PONTIANAK POST – Penanganan kebakaran hutan dan lahan (karhutla) di Kabupaten Ketapang dilakukan bersama-sama. Bupati Ketapang Alexander Wilyo hingga Kapolres Ketapang AKBP Muhammad Harris turun langsung meninjau lokasi karhutla di Kecamatan Matan Hilir Selatan, Minggu (24/8/2026).
Peninjauan dilakukan untuk memastikan proses pemadaman dan pendinginan berjalan optimal.

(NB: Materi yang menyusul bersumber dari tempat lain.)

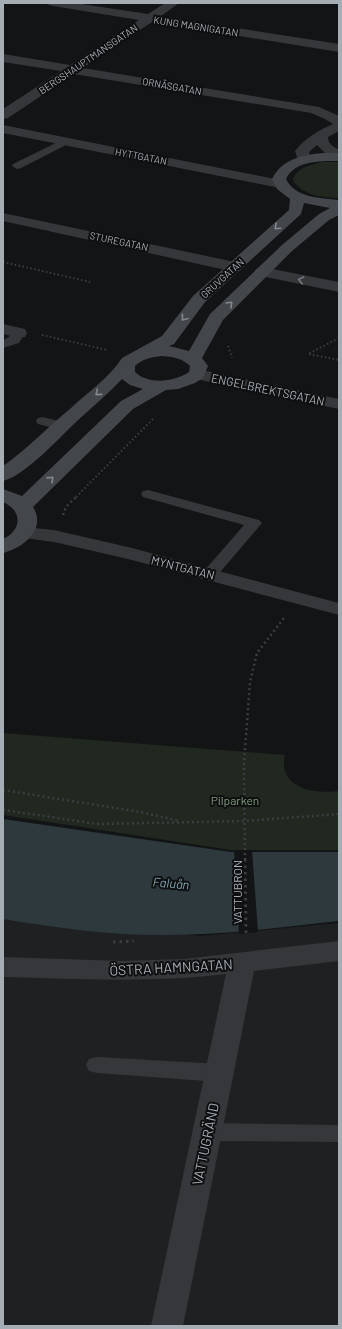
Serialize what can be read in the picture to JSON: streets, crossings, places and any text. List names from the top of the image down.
{
  "streets": {
    "main road": ["GRUVGATAN"],
    "street": [
      "KUNG MAGNIGATAN",
      "BERGSHAUPTMANSGATAN",
      "ORNÄSGATAN",
      "HYTTGATAN",
      "STUREGATAN",
      "ENGELBREKTSGATAN",
      "MYNTGATAN",
      "ÖSTRA HAMNGATAN",
      "VATTUGRÄND"
    ],
    "path": ["VATTUBRON"]
  },
  "crossings": [
    ["KUNG MAGNIGATAN", "BERGSHAUPTMANSGATAN"],
    ["BERGSHAUPTMANSGATAN", "ORNÄSGATAN"],
    ["STUREGATAN", "GRUVGATAN"],
    ["GRUVGATAN", "ENGELBREKTSGATAN"],
    ["MYNTGATAN", "VATTUBRON"],
    ["ÖSTRA HAMNGATAN", "VATTUGRÄND"]
  ],
  "water": ["Faluån"],
  "parks": ["Pilparken"]
}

Di lokasi tersebut, sekitar empat hektare lahan dilaporkan terbakar.
Dalam peninjauan itu, Bupati Ketapang dan Kapolres Ketapang didampingi Ketua DPRD Ketapang Achmad Sholeh, Dandim 1203 Ketapang Letkol Inf Zulkarnaen Galib, Kepala BPBD Ketapang Yunifar Purwantoro, Wakapolres Ketapang Kompol Hoerrudin serta jajaran Muspika Matan Hilir Selatan.
Mereka mengecek langsung kondisi lahan yang sebelumnya terbakar, termasuk area yang masih berpotensi memunculkan api.
Meski api telah berhasil dipadamkan, petugas masih melakukan pendinginan untuk memastikan tidak terjadi kebakaran susulan.
Bupati Ketapang Alexander Wilyo mengatakan pemerintah daerah bersama TNI, Polri, BPBD, Manggala Agni dan unsur lainnya terus melakukan penanganan karhutla.
“Pemerintah Kabupaten Ketapang bersama TNI, Polri, BPBD, Manggala Agni dan seluruh unsur terkait terus melakukan upaya penanganan karhutla,” ujar Alexander.
Menurutnya, pendinginan menjadi bagian penting setelah api dipadamkan agar tidak ada titik api yang kembali memicu kebakaran.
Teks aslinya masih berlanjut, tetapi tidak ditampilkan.